* [Record extracts]
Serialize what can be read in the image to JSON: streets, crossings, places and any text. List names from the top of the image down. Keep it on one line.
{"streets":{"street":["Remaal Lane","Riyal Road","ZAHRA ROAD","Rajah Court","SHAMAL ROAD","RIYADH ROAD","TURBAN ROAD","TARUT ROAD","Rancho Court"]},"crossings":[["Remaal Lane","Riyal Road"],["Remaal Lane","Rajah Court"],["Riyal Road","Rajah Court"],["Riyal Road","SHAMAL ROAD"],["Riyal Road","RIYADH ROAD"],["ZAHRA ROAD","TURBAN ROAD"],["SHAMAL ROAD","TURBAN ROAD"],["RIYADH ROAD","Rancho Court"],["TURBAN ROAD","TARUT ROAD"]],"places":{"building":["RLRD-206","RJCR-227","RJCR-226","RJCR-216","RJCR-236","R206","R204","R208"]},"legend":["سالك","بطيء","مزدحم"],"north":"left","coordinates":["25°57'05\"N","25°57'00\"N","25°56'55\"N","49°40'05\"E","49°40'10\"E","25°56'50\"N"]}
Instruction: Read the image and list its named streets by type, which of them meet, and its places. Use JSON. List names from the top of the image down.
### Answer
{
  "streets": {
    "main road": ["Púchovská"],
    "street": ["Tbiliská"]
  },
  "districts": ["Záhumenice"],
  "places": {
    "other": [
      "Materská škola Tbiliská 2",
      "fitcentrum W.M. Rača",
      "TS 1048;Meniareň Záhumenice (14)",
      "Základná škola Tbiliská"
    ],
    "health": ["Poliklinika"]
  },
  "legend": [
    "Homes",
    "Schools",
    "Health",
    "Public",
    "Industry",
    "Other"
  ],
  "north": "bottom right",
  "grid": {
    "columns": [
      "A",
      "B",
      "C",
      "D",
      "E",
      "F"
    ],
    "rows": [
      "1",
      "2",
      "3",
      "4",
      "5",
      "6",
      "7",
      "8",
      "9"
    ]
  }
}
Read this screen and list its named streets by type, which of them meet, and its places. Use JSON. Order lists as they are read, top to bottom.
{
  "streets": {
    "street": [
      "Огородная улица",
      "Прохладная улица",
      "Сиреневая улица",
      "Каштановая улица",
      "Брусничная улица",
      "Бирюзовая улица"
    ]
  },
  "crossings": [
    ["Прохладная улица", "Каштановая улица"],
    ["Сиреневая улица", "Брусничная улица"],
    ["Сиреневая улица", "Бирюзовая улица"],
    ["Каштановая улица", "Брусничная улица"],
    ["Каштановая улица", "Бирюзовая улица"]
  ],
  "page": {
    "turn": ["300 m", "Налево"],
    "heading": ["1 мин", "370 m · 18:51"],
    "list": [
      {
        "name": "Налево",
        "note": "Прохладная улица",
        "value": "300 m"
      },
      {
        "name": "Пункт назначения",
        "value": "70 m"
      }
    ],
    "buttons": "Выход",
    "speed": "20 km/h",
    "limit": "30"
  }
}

* [About this exercise] Restate each entry word for word.

* [Expected answer]
Serialize what can be read in the image to JSON: streets, crossings, places and any text. List names from the top of the image down. Keep it on one line.
{"streets":{"street":["Remaal Lane","Riyal Road","ZAHRA ROAD","Rajah Court","SHAMAL ROAD","RIYADH ROAD","TURBAN ROAD","TARUT ROAD","Rancho Court"]},"crossings":[["Remaal Lane","Riyal Road"],["Remaal Lane","Rajah Court"],["Riyal Road","Rajah Court"],["Riyal Road","SHAMAL ROAD"],["Riyal Road","RIYADH ROAD"],["ZAHRA ROAD","TURBAN ROAD"],["SHAMAL ROAD","TURBAN ROAD"],["RIYADH ROAD","Rancho Court"],["TURBAN ROAD","TARUT ROAD"]],"places":{"building":["RLRD-206","RJCR-227","RJCR-226","RJCR-216","RJCR-236","R206","R204","R208"]},"legend":["سالك","بطيء","مزدحم"],"north":"left","coordinates":["25°57'05\"N","25°57'00\"N","25°56'55\"N","49°40'05\"E","49°40'10\"E","25°56'50\"N"]}
Instruction: Read the image and list its named streets by type, which of them meet, and its places. Use JSON. List names from the top of the image down.
### Answer
{
  "streets": {
    "main road": ["Púchovská"],
    "street": ["Tbiliská"]
  },
  "districts": ["Záhumenice"],
  "places": {
    "other": [
      "Materská škola Tbiliská 2",
      "fitcentrum W.M. Rača",
      "TS 1048;Meniareň Záhumenice (14)",
      "Základná škola Tbiliská"
    ],
    "health": ["Poliklinika"]
  },
  "legend": [
    "Homes",
    "Schools",
    "Health",
    "Public",
    "Industry",
    "Other"
  ],
  "north": "bottom right",
  "grid": {
    "columns": [
      "A",
      "B",
      "C",
      "D",
      "E",
      "F"
    ],
    "rows": [
      "1",
      "2",
      "3",
      "4",
      "5",
      "6",
      "7",
      "8",
      "9"
    ]
  }
}
Read this screen and list its named streets by type, which of them meet, and its places. Use JSON. Order lists as they are read, top to bottom.
{
  "streets": {
    "street": [
      "Огородная улица",
      "Прохладная улица",
      "Сиреневая улица",
      "Каштановая улица",
      "Брусничная улица",
      "Бирюзовая улица"
    ]
  },
  "crossings": [
    ["Прохладная улица", "Каштановая улица"],
    ["Сиреневая улица", "Брусничная улица"],
    ["Сиреневая улица", "Бирюзовая улица"],
    ["Каштановая улица", "Брусничная улица"],
    ["Каштановая улица", "Бирюзовая улица"]
  ],
  "page": {
    "turn": ["300 m", "Налево"],
    "heading": ["1 мин", "370 m · 18:51"],
    "list": [
      {
        "name": "Налево",
        "note": "Прохладная улица",
        "value": "300 m"
      },
      {
        "name": "Пункт назначения",
        "value": "70 m"
      }
    ],
    "buttons": "Выход",
    "speed": "20 km/h",
    "limit": "30"
  }
}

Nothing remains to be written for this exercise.